Dass man auf dem Festival wegen seiner äußeren Erscheinung keine skeptischen Blicke erntet, ist einer der Gründe, warum sie sich hier wohlfühlt. „Hier können wir uns kleiden und schminken, wie wir wollen. Es zeigt mit Sicherheit keiner mit dem Finger auf dich“, sagt die Architekturstudentin aus München. „Leben und leben lassen, darum geht’s“, meint ihre Freundin Inga.
Neben den aufwändigen ästhetischen Selbstinszenierungen fällt die Friedfertigkeit der FestivalbesucherInnen auf. Alkoholisierte Pöbeleien oder handfeste Auseinandersetzungen scheint es in den drei Tagen nicht zu geben. Die Besucher geben sich kontakt- und redefreudig, charmant und humorvoll.
Ritter, Hexen, Vampire, Magier und Freunde von Lack, Latex und Leder: Ausnahmslos alle reden gern und offen über sich und ihre Szene. Ihr extravaganter Stil umfasst dabei weit mehr als nur Mode. Die Ästhetisierung des Körpers geht Hand in Hand mit einem besonderen Lebensgefühl.
Man verweigert sich dem rationalen und hektischen Alltag und wünscht sich eine Verzauberung des modernen Lebens. Hierfür haben sich die Mitglieder der Schwarzen Szene ihre eigene Welt geschaffen – eine Welt, die sie selbst bestimmen können und die für sie eine Heimat bietet, wenn der Alltag oberflächlich und frustrierend wirkt.

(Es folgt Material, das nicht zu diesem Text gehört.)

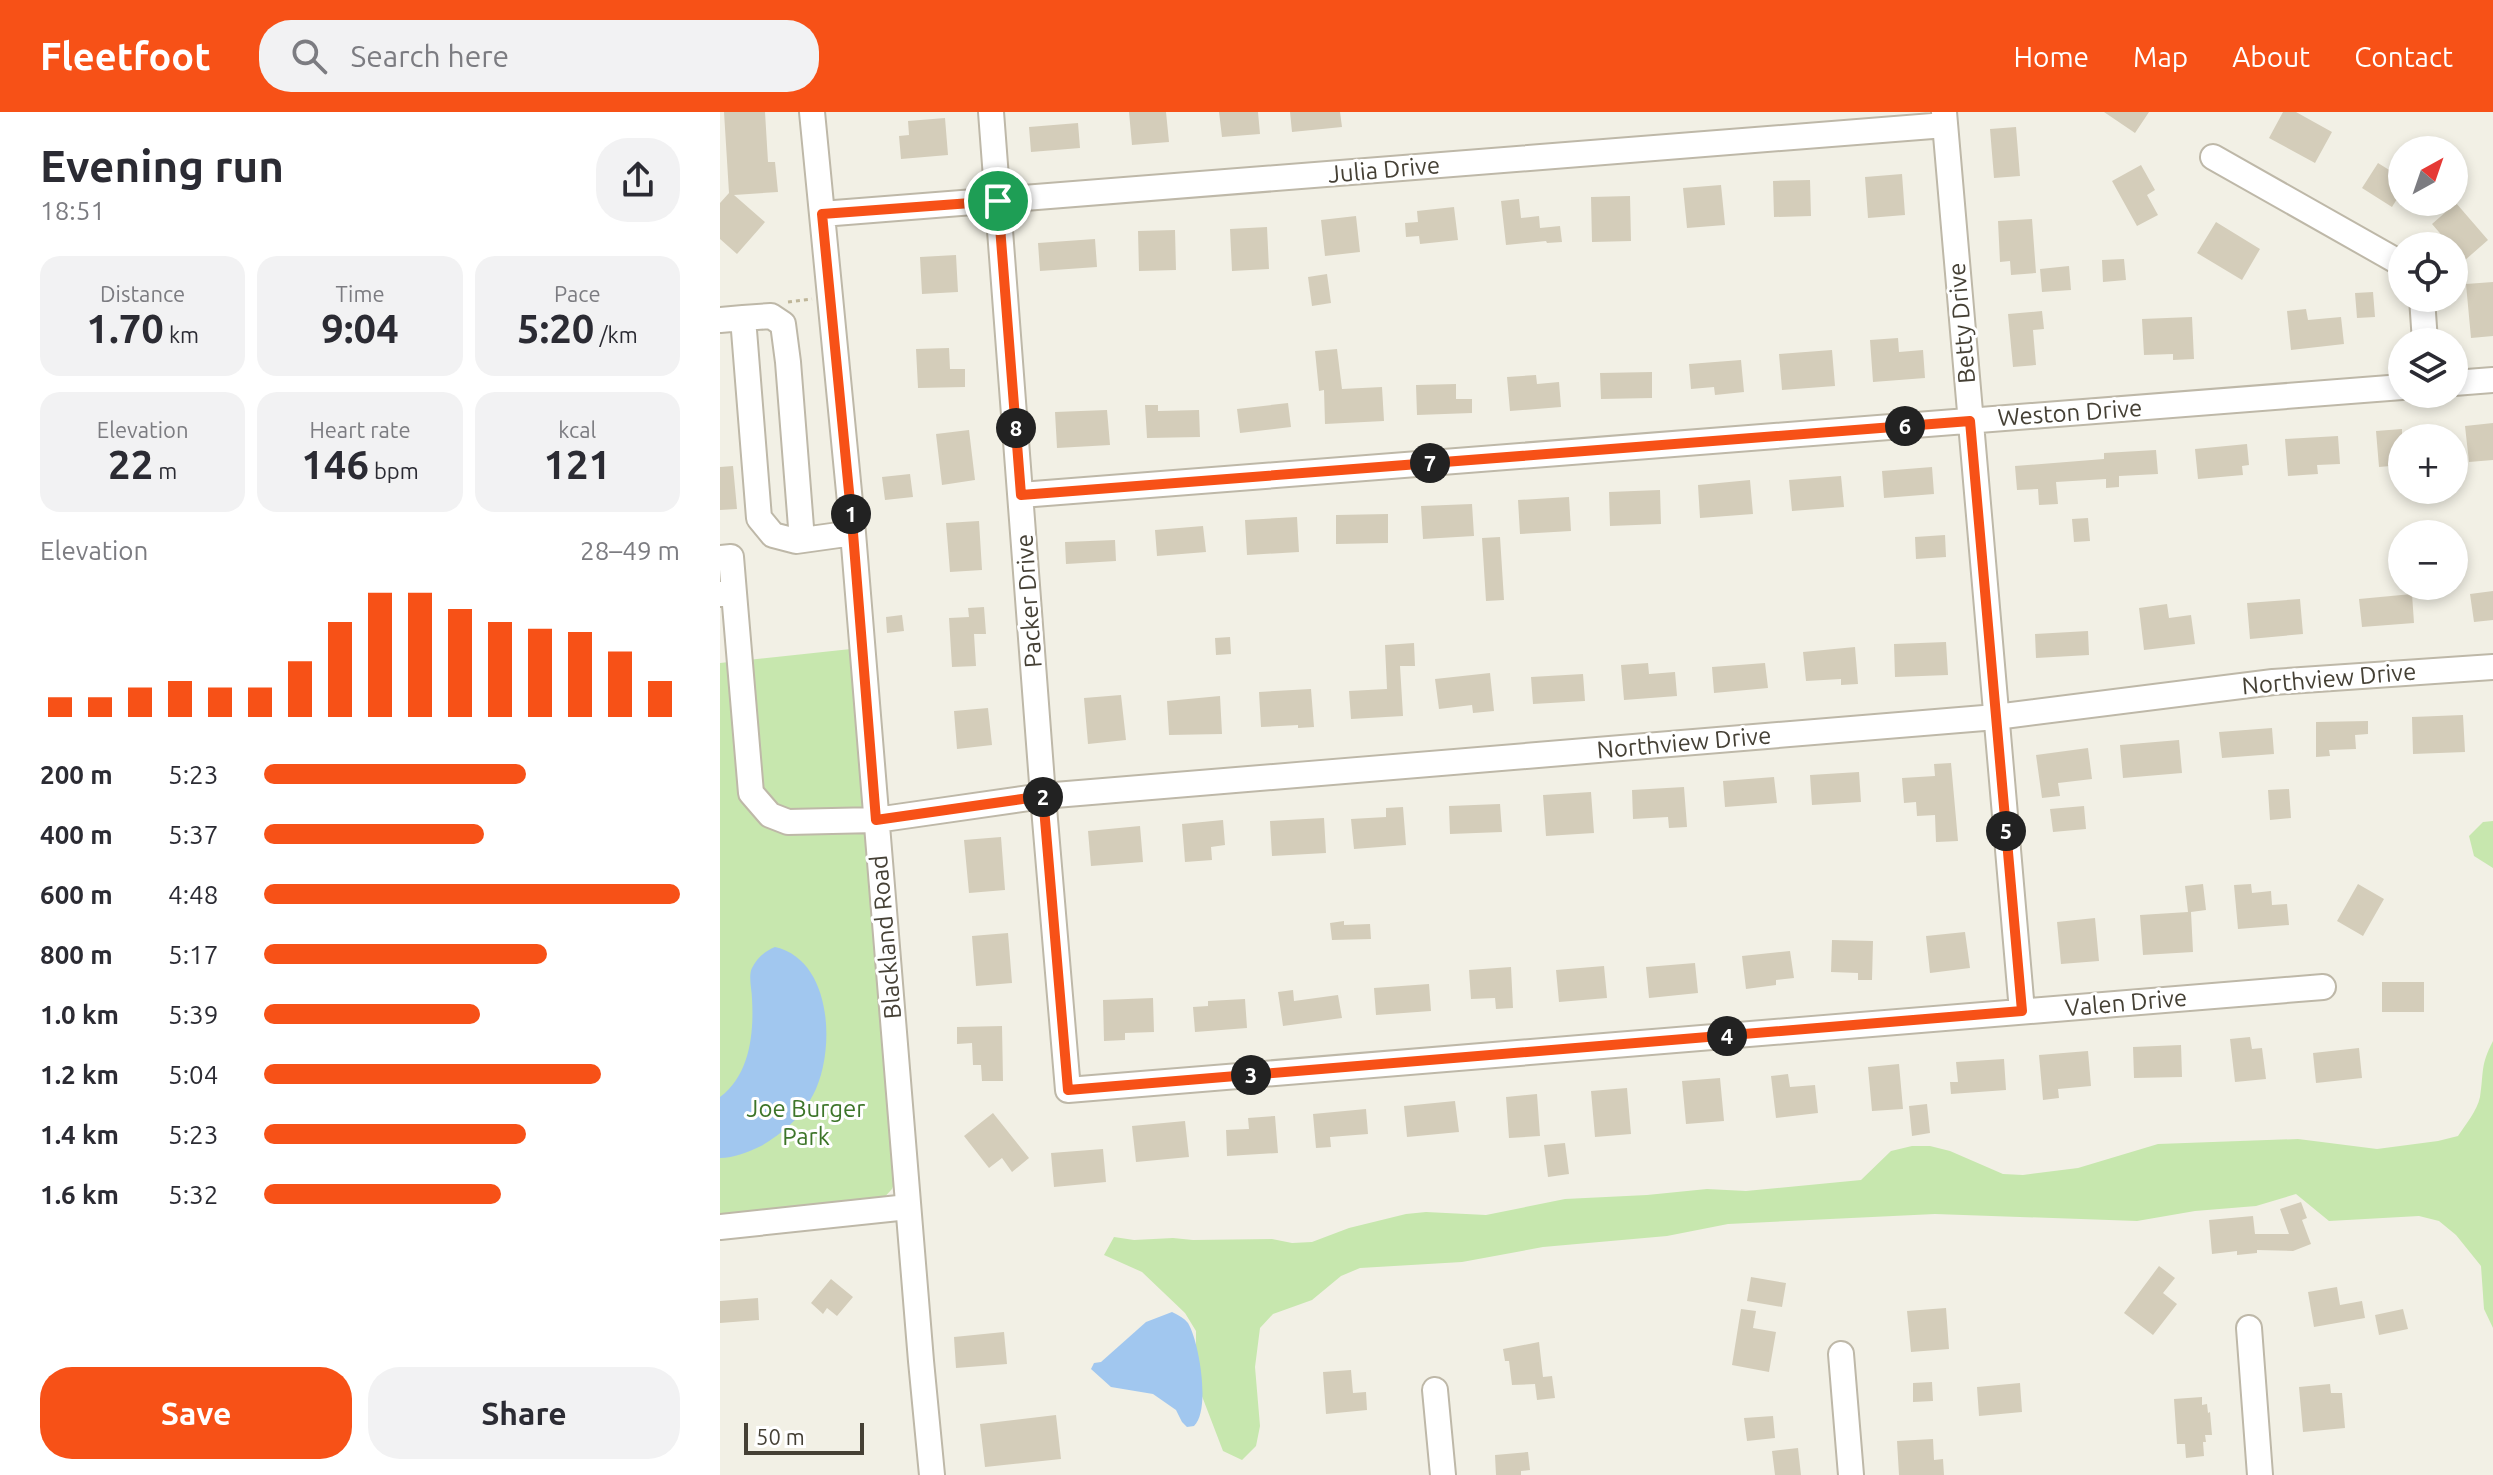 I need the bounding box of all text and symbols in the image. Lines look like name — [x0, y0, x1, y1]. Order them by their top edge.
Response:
search box — [259, 20, 819, 92]
icon: search — [287, 34, 331, 78]
text: Fleetfoot — [40, 35, 211, 77]
text: Search here — [351, 39, 509, 73]
text: Home — [2014, 41, 2089, 72]
text: Map — [2133, 41, 2188, 72]
text: About — [2232, 41, 2310, 72]
text: Contact — [2354, 41, 2453, 72]
north arrow — [2388, 136, 2468, 216]
map controls — [2388, 136, 2468, 600]
button: share — [596, 138, 680, 222]
text: Evening run — [40, 141, 284, 190]
street label: Julia Drive — [1327, 151, 1441, 188]
pin — [964, 167, 1032, 235]
icon: arrive — [976, 179, 1020, 223]
text: 18:51 — [40, 196, 105, 225]
button: locate — [2388, 232, 2468, 312]
street label: Betty Drive — [1943, 262, 1980, 385]
text: Distance — [100, 281, 185, 306]
text: Time — [335, 281, 385, 306]
text: Pace — [554, 281, 601, 306]
text: 1.70 — [86, 306, 164, 351]
text: 9:04 — [321, 306, 399, 351]
text: 5:20 — [517, 306, 594, 351]
text: km — [164, 322, 199, 347]
text: /km — [594, 322, 638, 347]
button: layers — [2388, 328, 2468, 408]
street label: Weston Drive — [1997, 394, 2143, 431]
pin: 6 — [1885, 406, 1925, 446]
pin: 8 — [996, 408, 1036, 448]
text: 6 — [1899, 413, 1911, 438]
text: 8 — [1010, 415, 1022, 440]
text: Elevation — [97, 417, 189, 442]
text: Heart rate — [309, 417, 411, 442]
text: kcal — [558, 417, 596, 442]
button: + — [2388, 424, 2468, 504]
text: 22 — [108, 442, 153, 487]
text: 146 — [301, 442, 369, 487]
text: 121 — [543, 442, 611, 487]
pin: 7 — [1410, 443, 1450, 483]
text: 7 — [1424, 450, 1436, 475]
text: m — [153, 458, 177, 483]
text: bpm — [369, 458, 419, 483]
pin: 1 — [831, 494, 871, 534]
text: 1 — [845, 501, 857, 526]
button: − — [2388, 520, 2468, 600]
street label: Packer Drive — [1010, 533, 1047, 669]
text: Elevation — [40, 536, 148, 565]
text: 28–49 m — [580, 536, 680, 565]
street label: Northview Drive — [2241, 657, 2417, 700]
street label: Northview Drive — [1596, 721, 1772, 764]
text: 200 m — [40, 760, 113, 789]
text: 5:23 — [168, 760, 218, 789]
pin: 2 — [1023, 777, 1063, 817]
text: 2 — [1037, 784, 1049, 809]
pin: 5 — [1986, 811, 2026, 851]
text: 5 — [2000, 818, 2012, 843]
text: 400 m — [40, 820, 113, 849]
text: 5:37 — [168, 820, 218, 849]
street label: Blackland Road — [865, 854, 906, 1020]
text: 600 m — [40, 880, 113, 909]
text: 4:48 — [168, 880, 218, 909]
text: 800 m — [40, 940, 113, 969]
text: 5:17 — [168, 940, 218, 969]
street label: Valen Drive — [2064, 984, 2188, 1021]
text: 1.0 km — [40, 1000, 119, 1029]
text: 5:39 — [168, 1000, 218, 1029]
pin: 4 — [1707, 1016, 1747, 1056]
text: 4 — [1721, 1023, 1733, 1048]
pin: 3 — [1231, 1055, 1271, 1095]
text: 1.2 km — [40, 1060, 119, 1089]
text: 5:04 — [168, 1060, 218, 1089]
text: 3 — [1245, 1062, 1257, 1087]
park label: Joe Burger Park — [747, 1095, 865, 1150]
text: 1.4 km — [40, 1120, 119, 1149]
text: 5:23 — [168, 1120, 218, 1149]
text: 1.6 km — [40, 1180, 119, 1209]
text: 5:32 — [168, 1180, 218, 1209]
button: Save — [40, 1367, 352, 1459]
button: Share — [368, 1367, 680, 1459]
scale bar — [744, 1419, 864, 1455]
text: 50 m — [756, 1424, 805, 1449]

Nimmt man sich Zeit, in diese andere Welt weit weg von sportlich-lässiger Kleidung, Hornbrillen, Pragmatismus und Karrierebewusstsein einzutauchen, zeigt sich, dass das Bild der Szene in der „Normalgesellschaft“ mit Klischees überhäuft ist. Denn die schwarze Ästhetik wirkt auf viele Menschen abschreckend. Und doch lässt sich der Mix aus Mode und die düsterer Romantik am besten als tiefgründige Nachdenklichkeit verstehen. Blutrünstige Satanisten sind hier jedenfalls nicht zu finden.

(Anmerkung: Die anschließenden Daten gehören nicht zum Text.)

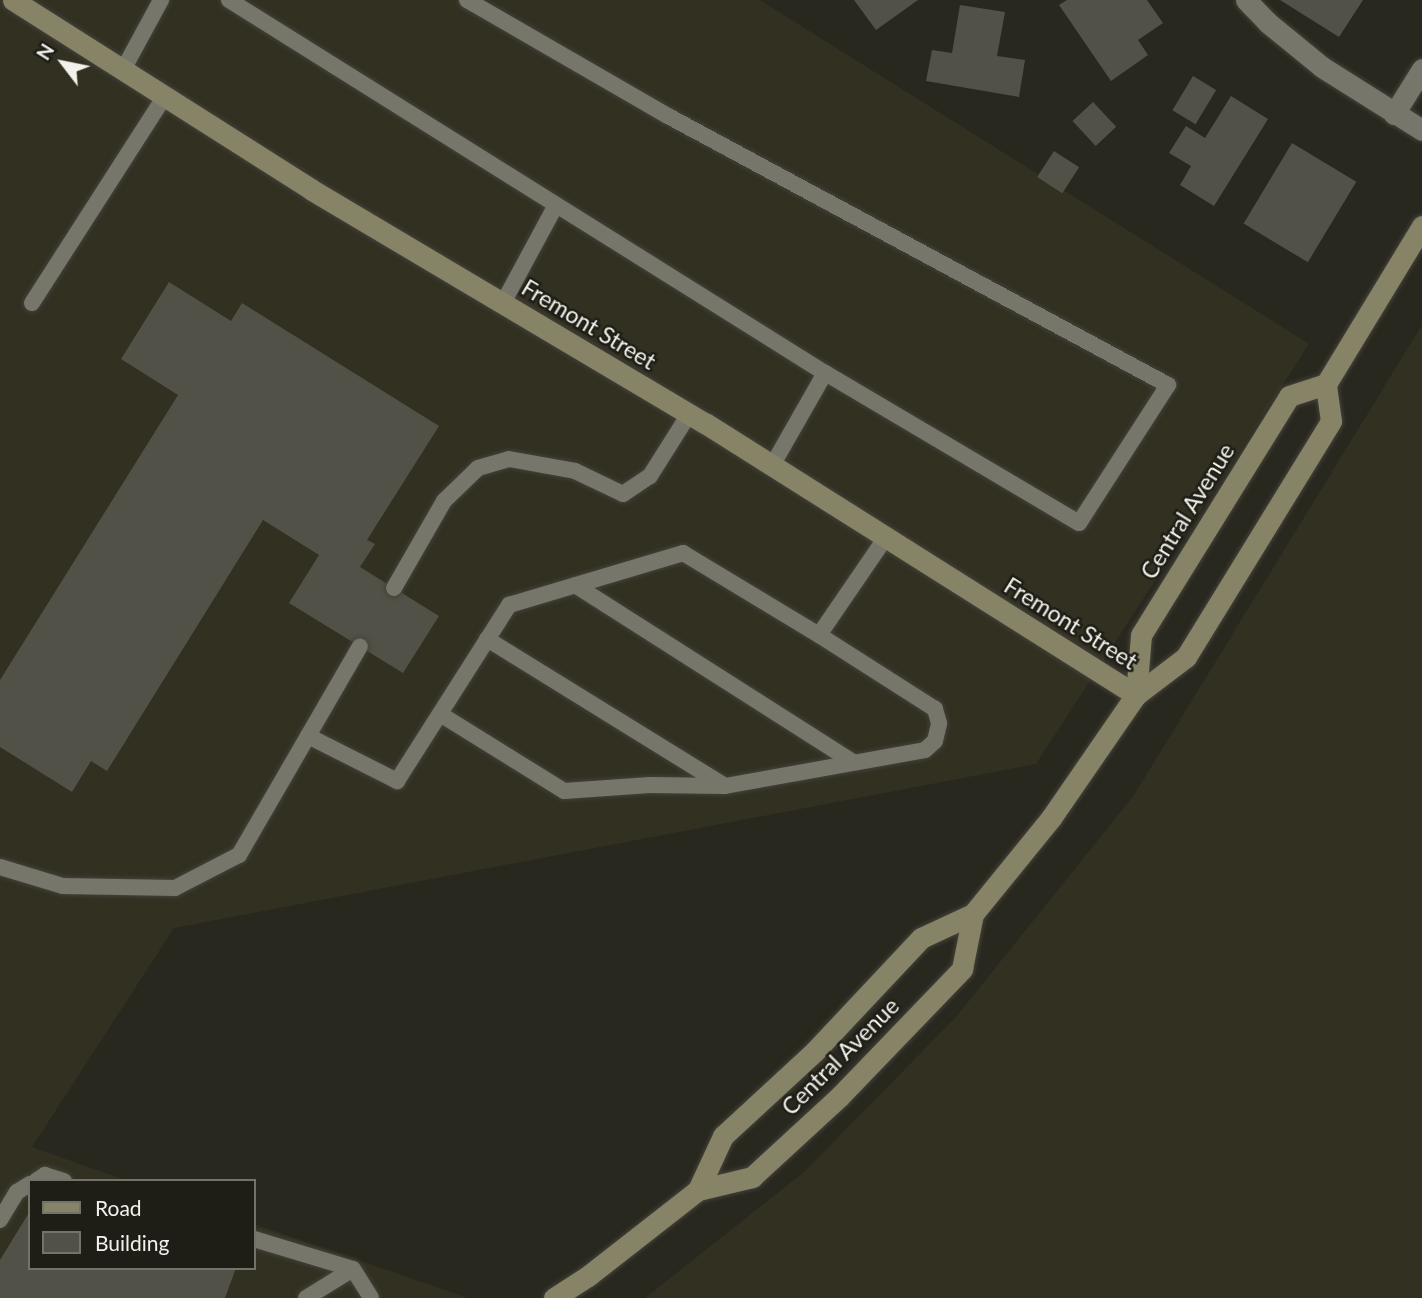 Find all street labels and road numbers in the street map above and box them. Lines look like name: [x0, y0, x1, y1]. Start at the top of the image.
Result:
street label: Fremont Street: [517, 273, 661, 375]
street label: Central Avenue: [1134, 438, 1240, 584]
street label: Fremont Street: [999, 571, 1143, 675]
street label: Central Avenue: [775, 991, 905, 1121]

Bei aller Euphorie über die gemeinsamen Tage äußern die FestivalbesucherInnen auch immer wieder Kritik an der Entwicklung der Szene. Zu kommerziell sei sie geworden, zu nah am Mainstream. „Am besten zu sehen ist die Entwicklung an der Band ,Unheilig‘. Früher waren die für uns Ikonen“, sagt Sarah. „Dann machten sie ein bekanntes Lied – ,Geboren, um zu leben‘. Aber jetzt machen sie Popmusik, und die Teenies jubeln ihnen zu.“ Die Gäste werden nicht müde zu betonen, dass doch im letzten Jahr die Musik auf dem Festival viel besser gewesen sei – und im vorletzten sowieso.
Mitglieder der Schwarzen Szene berichten, dass ihre Abgrenzung nicht unbedingt als politischer Protest zu verstehen ist. Ihre gesellschaftskritische Haltung führt eher zu Abschottung als zu politischem Engagement.

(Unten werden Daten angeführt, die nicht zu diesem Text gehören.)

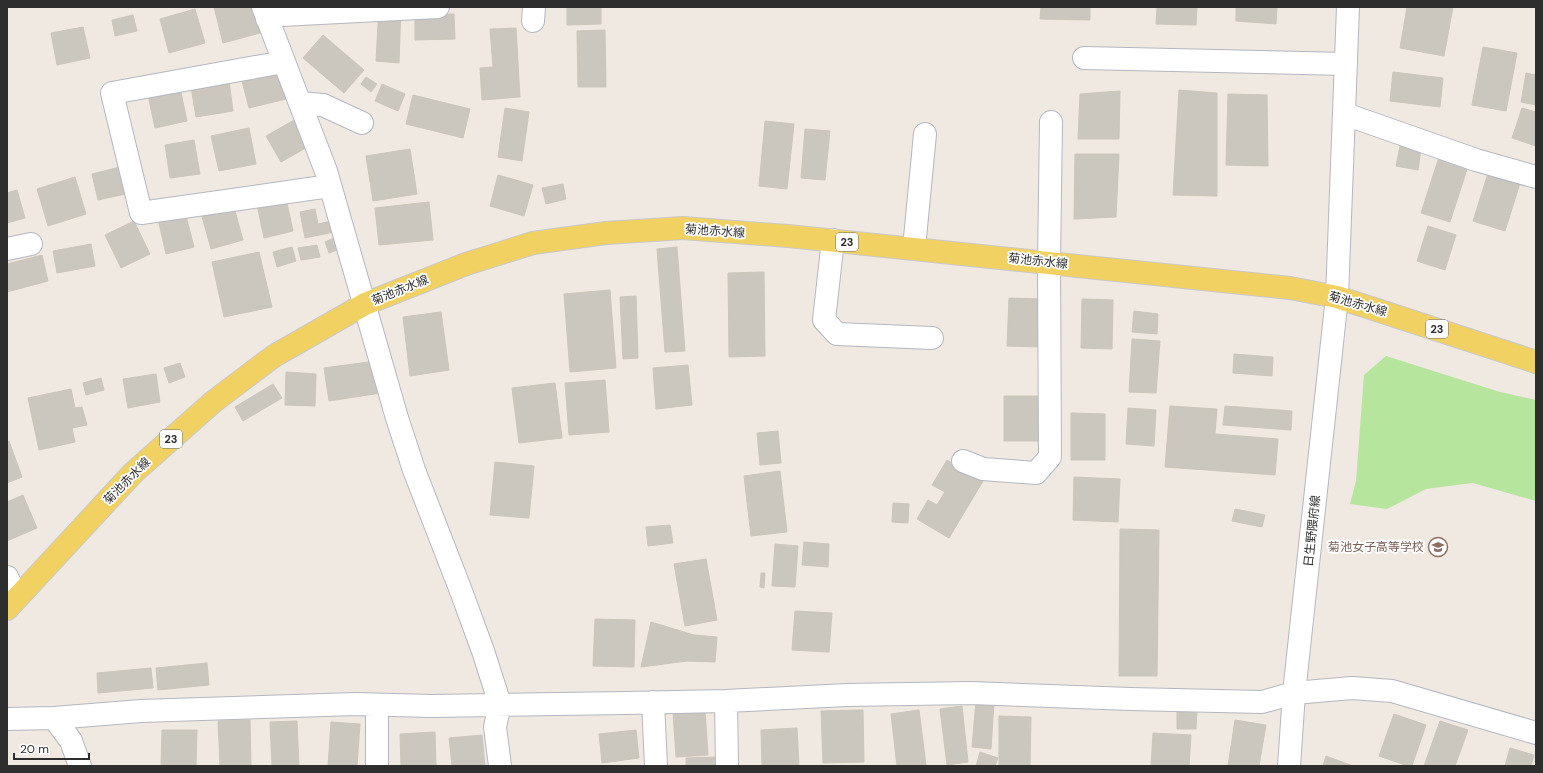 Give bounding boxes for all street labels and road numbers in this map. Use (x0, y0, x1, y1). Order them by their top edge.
street label: 菊池赤水線 (685, 221, 745, 241)
road number: 23 (836, 233, 858, 251)
street label: 菊池赤水線 (1007, 250, 1069, 272)
street label: 菊池赤水線 (369, 271, 431, 309)
street label: 菊池赤水線 (1327, 288, 1389, 320)
road number: 23 (1426, 320, 1448, 338)
road number: 23 (160, 430, 182, 448)
street label: 菊池赤水線 (100, 454, 154, 508)
street label: 日生野隈府線 (1300, 494, 1324, 568)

Ein bisschen politisch wird das Festival dann aber doch, als ein paar junge Männer mit schwarz-weiß-roten Shirts samt „Vaterland“-Aufdruck über das Gelände spazieren. Hier stößt das Motto „Leben und leben lassen“ an seine Grenzen. Die vereinzelte Unterwanderung durch Rechte ist kaum Gesprächsthema; nur auf Nachfrage sagen die Gothic-Leute, sie seien entschieden dagegen. „Die versuchen das Düstere für ihre Ideologie zu benutzen. Das ist echt daneben“, sagt Zeltnachbar Bodo.
Der große Teil der Anwesenden will einfach nur friedliche Tage miteinander verbringen. Die Bindung der Menschen an ihre Szene könnte dabei auch mit der Altersstruktur der Feiernden erklärt werden. Viele Ü-40er und auch einige Familien sind auf dem Gelände zu sehen. „Warum sollten wir unsere Kinder nicht mitbringen?“, fragt ein in einen schwarzen Umhang gehüllter Familienvater mit Irokesenschnitt. Lächelnd fügt er hinzu: „Hier geht’s doch friedlicher zu als in der Grundschule.“
Sarah und Inga merken zwar am Sonntagnachmittag die Nachwirkungen ihres selbst gemachten Erdbeer-Schnapses, sind aber dennoch glücklich über den Verlauf des Festivals. Die Zeit des aufwändigen Stylings ist für sie ab Montag erst einmal vorüber. „Morgen trage ich wieder Jeans, denn mittlerweile weiß ich für mich, dass das Untertauchen in der Masse auch mal ganz gut tut“, sagt Sarah.